Conversation & Generation

All functions documented on this page are safe to call from the main/UI thread; callbacks run on the main thread unless explicitly noted. The API surface is identical across iOS, macOS, Android, JVM, and Kotlin/Native — only the language and a handful of platform conventions differ.

`ModelRunner`

A ModelRunner represents a loaded model instance. Obtain one via:

Android (recommended): LeapModelDownloader.loadModel(...) / loadSimpleModel(...) — one-shot load that transparently routes through the optional Leap Model Service when installed, and adds WorkManager-backed background download staging on top.
iOS / macOS (recommended): ModelDownloader.loadModel(...) / loadSimpleModel(...) — one-shot load that routes file transfers through URLSession. Pass sessionConfiguration: .background(withIdentifier:) for downloads that survive app suspension. (Class ships in the LeapModelDownloader SPM library product.)
All platforms (iOS, Android, JVM, Linux native, Windows native, macOS Kotlin): LeapDownloader.loadModel(...) / loadSimpleModel(...) — the cross-platform manifest loader, with no platform-native background integration. Used directly on JVM/native and as the underlying loader inside both the iOS ModelDownloader and Android LeapModelDownloader.

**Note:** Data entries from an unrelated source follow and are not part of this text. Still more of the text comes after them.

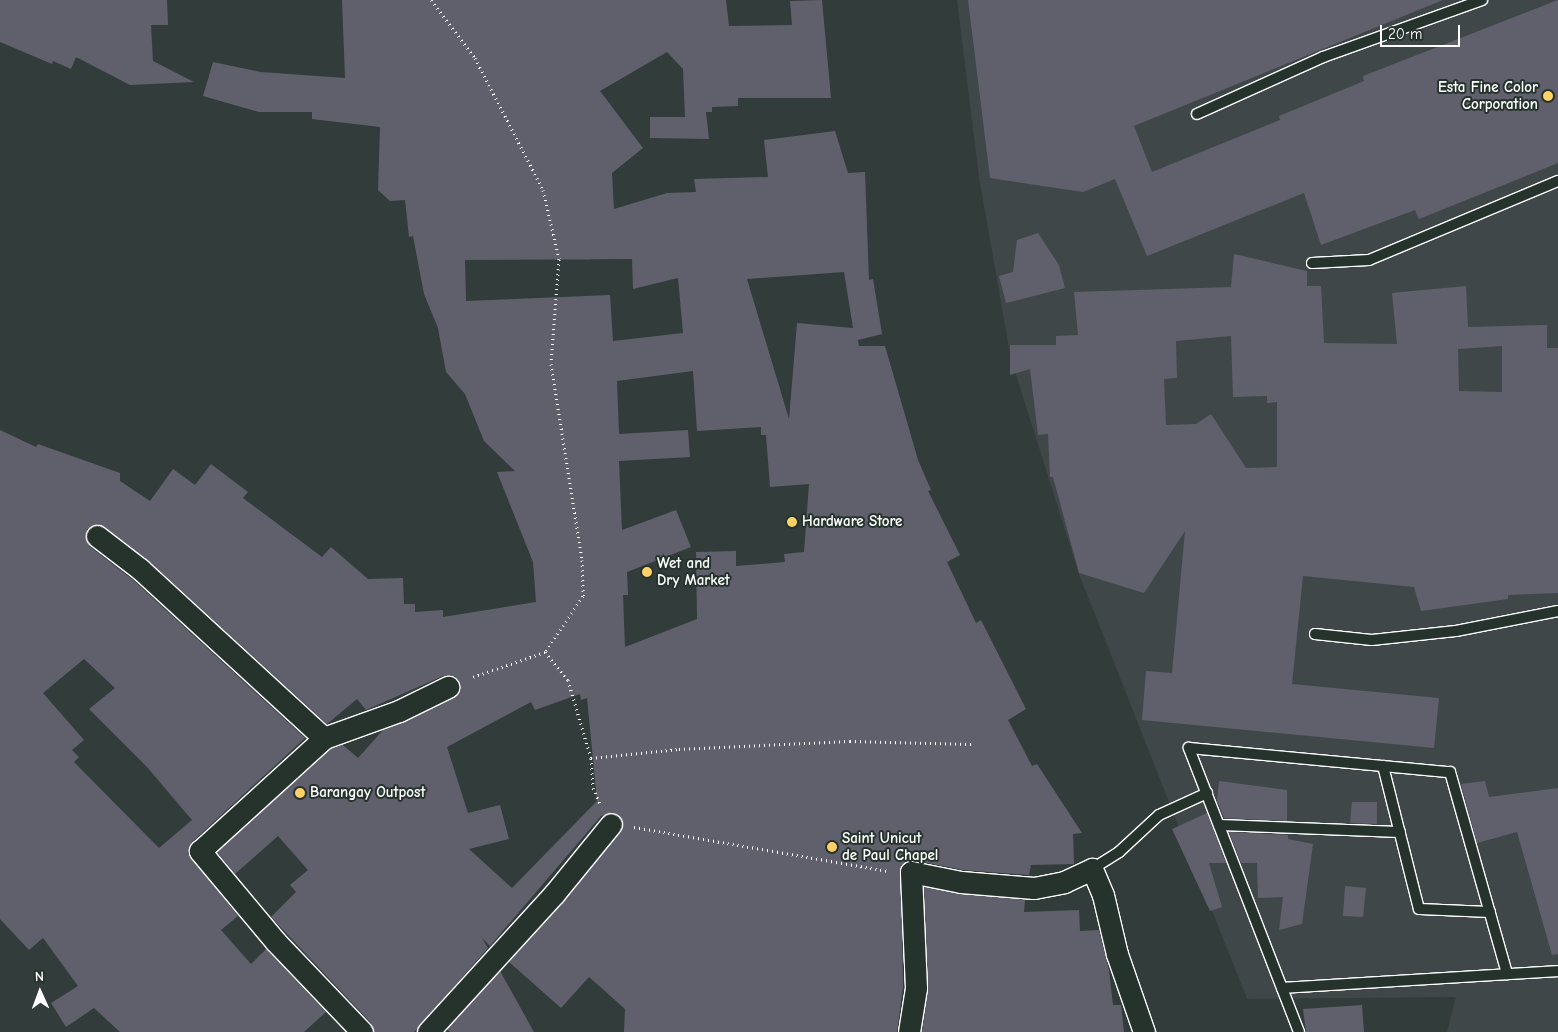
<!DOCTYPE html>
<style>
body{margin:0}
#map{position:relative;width:1558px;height:1032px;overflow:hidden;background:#323c3a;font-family:"Comic Neue",sans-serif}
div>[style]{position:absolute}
.built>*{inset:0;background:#404749}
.building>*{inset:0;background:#60606c}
.path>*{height:3px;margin-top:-1.5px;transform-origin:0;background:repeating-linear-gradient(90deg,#fff 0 1px,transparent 0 5px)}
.roads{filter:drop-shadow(1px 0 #fff) drop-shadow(-1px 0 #fff) drop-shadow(0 1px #fff) drop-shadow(0 -1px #fff)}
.lane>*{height:10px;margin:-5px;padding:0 5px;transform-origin:5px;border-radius:5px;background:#26332d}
.street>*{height:21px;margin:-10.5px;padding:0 10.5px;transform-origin:10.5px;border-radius:10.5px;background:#26332d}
.dots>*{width:14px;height:14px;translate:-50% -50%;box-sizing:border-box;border:2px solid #26332d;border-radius:50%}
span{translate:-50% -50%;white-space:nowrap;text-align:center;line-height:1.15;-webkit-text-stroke:4px #26332d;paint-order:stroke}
.poi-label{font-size:15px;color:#fff;font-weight:700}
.right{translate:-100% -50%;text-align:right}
.left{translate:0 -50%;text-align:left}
.north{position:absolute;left:15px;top:967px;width:50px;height:50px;-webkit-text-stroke:4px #26332d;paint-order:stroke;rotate:358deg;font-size:14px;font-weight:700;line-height:20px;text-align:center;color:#fff}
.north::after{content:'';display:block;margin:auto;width:18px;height:22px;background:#fff;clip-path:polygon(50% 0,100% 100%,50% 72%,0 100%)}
.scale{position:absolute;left:1380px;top:25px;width:80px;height:22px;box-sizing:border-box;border:2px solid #fff;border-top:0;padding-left:6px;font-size:15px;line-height:18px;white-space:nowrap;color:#fff;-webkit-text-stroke:4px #26332d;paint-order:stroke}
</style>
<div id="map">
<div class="built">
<i style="clip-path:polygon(957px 0,1558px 0,1558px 1032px,1447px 1032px,1456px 997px,1247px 999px,1079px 574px,1011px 359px,979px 177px)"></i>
</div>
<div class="building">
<i style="clip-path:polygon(0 0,167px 0,168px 25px,151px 25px,153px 61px,194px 82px,130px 85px,76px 57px,71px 69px,53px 61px,52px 64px,0 42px)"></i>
<i style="clip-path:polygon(evenodd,342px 0,726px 0,729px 26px,792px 25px,790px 1px,822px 0,831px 98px,738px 98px,738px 106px,712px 107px,712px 112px,706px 112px,709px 139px,650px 138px,650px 117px,685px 117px,683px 69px,667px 52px,600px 91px,643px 148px,612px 173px,614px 209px,667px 193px,696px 192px,694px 179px,768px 177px,764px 140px,835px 131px,848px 173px,865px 172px,869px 280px,873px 279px,882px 334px,858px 340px,859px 346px,885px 346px,918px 460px,931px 490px,928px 491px,960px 555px,947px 562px,976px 623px,981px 620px,1026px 709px,1008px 720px,1032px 766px,1037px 764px,1082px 833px,1073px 834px,1074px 864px,1031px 865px,1029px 875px,963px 870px,913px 860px,901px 865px,903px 987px,897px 1032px,624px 1032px,625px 1009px,589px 977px,561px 1008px,509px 962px,621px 832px,622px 819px,612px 812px,601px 816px,490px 946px,482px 938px,488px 948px,414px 1032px,374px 1032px,371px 1023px,271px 917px,296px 892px,290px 885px,308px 870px,278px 836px,235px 874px,217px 852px,331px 749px,343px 745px,358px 758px,383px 730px,454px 698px,460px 688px,459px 681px,455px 676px,443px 676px,366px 710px,357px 699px,327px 724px,148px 560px,98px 524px,87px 529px,89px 546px,132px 579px,305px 738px,192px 842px,188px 853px,238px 916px,221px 930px,251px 964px,266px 949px,326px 1012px,304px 1032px,120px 1032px,94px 1008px,66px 1027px,51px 1003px,78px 986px,43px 938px,29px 950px,0 919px,0 430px,36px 447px,38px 444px,120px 473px,120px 481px,150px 501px,173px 469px,195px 485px,211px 464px,248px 492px,243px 498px,322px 557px,331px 547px,368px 579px,403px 578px,404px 604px,415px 604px,415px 612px,443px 610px,443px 617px,536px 602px,533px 562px,497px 472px,515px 471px,484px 441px,465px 394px,446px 372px,438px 328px,424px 294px,413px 236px,409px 237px,405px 200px,390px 201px,378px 190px,380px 127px,312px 119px,312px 112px,259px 112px,203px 96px,213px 62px,261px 72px,345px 78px,342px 0,632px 259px,633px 289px,678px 278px,683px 333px,613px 341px,610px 295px,466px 301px,465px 260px,632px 259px,342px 0,844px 272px,853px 328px,797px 323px,789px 419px,747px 279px,844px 272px,342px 0,693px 371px,697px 431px,761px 427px,761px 435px,766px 435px,770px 487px,809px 484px,804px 552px,784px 554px,785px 562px,736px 566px,736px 551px,696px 552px,697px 619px,625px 647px,623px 595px,628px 595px,627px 572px,691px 547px,676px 510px,622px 530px,619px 461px,690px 457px,688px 430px,619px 434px,617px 381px,693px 371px,342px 0,84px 659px,115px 688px,89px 709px,147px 767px,192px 820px,159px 848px,74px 762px,79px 757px,72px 750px,84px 740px,43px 693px,84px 659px,342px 0,580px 694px,581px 700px,587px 698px,597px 801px,512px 888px,469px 849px,509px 839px,500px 805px,468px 813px,447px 747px,531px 702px,535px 710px,580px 694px)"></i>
<i style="clip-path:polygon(968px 0,1443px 0,1134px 126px,1152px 172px,1280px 120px,1279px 116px,1364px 81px,1363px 76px,1558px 0,1558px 163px,1419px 219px,1415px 210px,1321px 245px,1304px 193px,1147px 256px,1115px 179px,1083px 192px,990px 178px)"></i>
<i style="clip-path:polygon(1038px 233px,1059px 265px,1065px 288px,1006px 303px,999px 276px,1013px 272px,1017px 240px)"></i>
<i style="clip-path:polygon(evenodd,1234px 254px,1307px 271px,1307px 286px,1321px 286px,1324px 343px,1397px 344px,1392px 293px,1466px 286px,1468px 327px,1547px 325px,1547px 348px,1558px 348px,1558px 593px,1508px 595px,1508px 599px,1421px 611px,1414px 587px,1303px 576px,1292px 684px,1439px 698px,1434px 748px,1142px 720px,1146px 671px,1172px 673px,1185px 531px,1144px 593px,1079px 573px,1053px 477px,1050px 477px,1048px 434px,1038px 435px,1030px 369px,1010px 375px,1010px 345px,1056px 345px,1056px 336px,1078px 335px,1074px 292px,1231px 287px,1234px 254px,1231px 336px,1233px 397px,1267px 396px,1267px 403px,1277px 402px,1277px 467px,1246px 468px,1211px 414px,1196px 424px,1166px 425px,1164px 379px,1177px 378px,1176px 341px,1231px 336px,1234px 254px,1502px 346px,1502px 392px,1459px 391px,1458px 349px,1502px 346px)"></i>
<i style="clip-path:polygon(1219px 781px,1287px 790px,1287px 821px,1224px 818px,1217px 800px)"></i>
<i style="clip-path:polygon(1485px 781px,1489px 797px,1558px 788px,1558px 954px,1552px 955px,1517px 832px,1477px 843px,1461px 784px)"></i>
<i style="clip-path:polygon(1352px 802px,1377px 802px,1377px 824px,1350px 823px)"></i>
<i style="clip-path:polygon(1207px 813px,1226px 863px,1209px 863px,1222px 907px,1210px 911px,1172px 829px)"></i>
<i style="clip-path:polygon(1229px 832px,1288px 835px,1288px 839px,1313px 844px,1302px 924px,1279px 930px,1283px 897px,1258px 898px,1257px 863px,1241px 863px)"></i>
<i style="clip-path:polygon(1345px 886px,1366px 888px,1363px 917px,1343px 916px)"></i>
<i style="clip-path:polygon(924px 887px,1025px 900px,1024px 912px,1079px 910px,1080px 931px,1099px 930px,1109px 970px,1113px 1005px,1121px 1005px,1124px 1032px,922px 1032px,928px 988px)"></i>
<i style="clip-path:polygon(500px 971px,534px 1032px,450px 1032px,447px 1029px)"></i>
<i style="clip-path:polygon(1362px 1005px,1364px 1032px,1306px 1032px,1303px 1009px)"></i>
</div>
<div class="path">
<i style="left:431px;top:0;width:73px;rotate:52.8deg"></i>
<i style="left:475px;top:58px;width:148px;rotate:62.7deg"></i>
<i style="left:543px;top:190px;width:71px;rotate:76.9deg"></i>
<i style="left:559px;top:259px;width:105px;rotate:94.4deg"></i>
<i style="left:551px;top:364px;width:198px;rotate:81deg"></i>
<i style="left:582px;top:560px;width:36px;rotate:88deg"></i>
<i style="left:583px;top:596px;width:68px;rotate:124.2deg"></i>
<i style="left:545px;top:652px;width:79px;rotate:160.9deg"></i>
<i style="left:545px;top:652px;width:36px;rotate:51deg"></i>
<i style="left:568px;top:680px;width:81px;rotate:73.6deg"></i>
<i style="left:591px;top:758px;width:30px;rotate:86deg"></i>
<i style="left:593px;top:788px;width:17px;rotate:66deg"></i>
<i style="left:591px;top:758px;width:88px;rotate:-5.8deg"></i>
<i style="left:679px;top:749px;width:171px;rotate:-2.7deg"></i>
<i style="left:850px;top:741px;width:121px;rotate:1.4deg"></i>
<i style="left:634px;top:827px;width:258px;rotate:9.8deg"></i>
</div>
<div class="roads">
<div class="lane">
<i style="left:1197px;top:114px;width:138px;rotate:-24.3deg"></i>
<i style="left:1323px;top:57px;width:169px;rotate:-19.7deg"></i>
<i style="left:1312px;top:263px;width:57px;rotate:-3deg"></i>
<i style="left:1369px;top:260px;width:205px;rotate:-22.7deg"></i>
<i style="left:1315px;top:634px;width:57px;rotate:6deg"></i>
<i style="left:1372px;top:640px;width:84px;rotate:-6.1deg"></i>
<i style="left:1456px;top:631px;width:104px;rotate:-11.1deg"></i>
<i style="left:1383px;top:766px;width:147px;rotate:75.9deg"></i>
<i style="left:1419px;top:909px;width:71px;rotate:2.4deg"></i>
<i style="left:1219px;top:825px;width:181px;rotate:2.2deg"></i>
<i style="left:1092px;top:869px;width:32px;rotate:-32deg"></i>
<i style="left:1119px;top:852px;width:54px;rotate:-42.8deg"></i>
<i style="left:1159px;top:815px;width:53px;rotate:-24.6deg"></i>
<i style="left:1282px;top:988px;width:277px;rotate:-3.5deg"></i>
<i style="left:1299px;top:1032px;width:305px;rotate:-111.2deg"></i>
<i style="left:1189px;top:748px;width:262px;rotate:5.3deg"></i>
<i style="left:1450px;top:772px;width:210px;rotate:74.2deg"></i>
</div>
<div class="street">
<i style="left:97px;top:536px;width:54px;rotate:37.5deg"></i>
<i style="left:140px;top:569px;width:250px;rotate:42.6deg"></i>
<i style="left:362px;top:1032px;width:124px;rotate:-133.7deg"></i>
<i style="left:276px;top:942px;width:119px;rotate:-129.9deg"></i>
<i style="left:200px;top:851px;width:168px;rotate:-42.3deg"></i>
<i style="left:324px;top:738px;width:80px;rotate:-19.8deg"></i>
<i style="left:399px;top:711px;width:55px;rotate:-26.1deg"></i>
<i style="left:428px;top:1032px;width:187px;rotate:-47.6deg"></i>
<i style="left:554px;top:894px;width:90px;rotate:-50.8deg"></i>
<i style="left:909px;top:1032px;width:45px;rotate:-81deg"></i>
<i style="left:916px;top:988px;width:116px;rotate:-92.5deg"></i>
<i style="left:911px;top:872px;width:51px;rotate:11.3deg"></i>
<i style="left:961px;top:882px;width:73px;rotate:4.7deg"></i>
<i style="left:1034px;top:888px;width:31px;rotate:-11deg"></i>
<i style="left:1064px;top:882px;width:31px;rotate:-25deg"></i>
<i style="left:1092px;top:869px;width:28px;rotate:67deg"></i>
<i style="left:1103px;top:895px;width:61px;rotate:76.7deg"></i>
<i style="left:1117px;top:954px;width:83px;rotate:70.9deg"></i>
</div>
</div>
<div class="dots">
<i style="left:1548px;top:96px;background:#ffd166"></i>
<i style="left:792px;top:522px;background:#ffd166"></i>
<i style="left:647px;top:572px;background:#ffd166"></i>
<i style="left:300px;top:793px;background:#ffd166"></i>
<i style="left:832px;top:847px;background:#ffd166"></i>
</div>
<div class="poi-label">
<span class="right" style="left:1538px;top:96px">Esta Fine Color<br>Corporation</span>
<span class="left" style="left:802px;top:522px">Hardware Store</span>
<span class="left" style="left:657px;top:572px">Wet and<br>Dry Market</span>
<span class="left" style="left:310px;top:793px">Barangay Outpost</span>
<span class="left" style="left:842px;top:847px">Saint Unicut<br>de Paul Chapel</span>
</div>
<div class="north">N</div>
<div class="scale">20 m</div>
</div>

Hold a strong reference for as long as you need to perform generations, then call unload() to release native resources. See Model Loading for full reference.

Swift (iOS / macOS)
Kotlin (all platforms)

public protocol ModelRunner {
  func createConversation(systemPrompt: String?) -> Conversation
  func createConversationFromHistory(history: [ChatMessage]) -> Conversation
  func unload() async
  func getPromptTokensSize(messages: [ChatMessage], addBosToken: Bool) async -> Int
  var modelId: String { get }
}

interface ModelRunner {
  val modelId: String
  fun createConversation(systemPrompt: String? = null): Conversation
  fun createConversationFromHistory(history: List<ChatMessage>): Conversation
  suspend fun unload()
  suspend fun getPromptTokensSize(messages: List<ChatMessage>, addBosToken: Boolean = true): Int
}

getPromptTokensSize(messages:, addBosToken:) returns the prompt token count for a hypothetical generation against messages — useful for context-budget checks before a request lands.

Lifecycle

Use createConversation(systemPrompt:) for a fresh chat, or createConversationFromHistory(history:) to resume from persisted state.
Call unload() when you’re done. On iOS this is async; on Kotlin it’s a suspend function — both release native memory.
If the model runner is unloaded, any conversation it created becomes read-only.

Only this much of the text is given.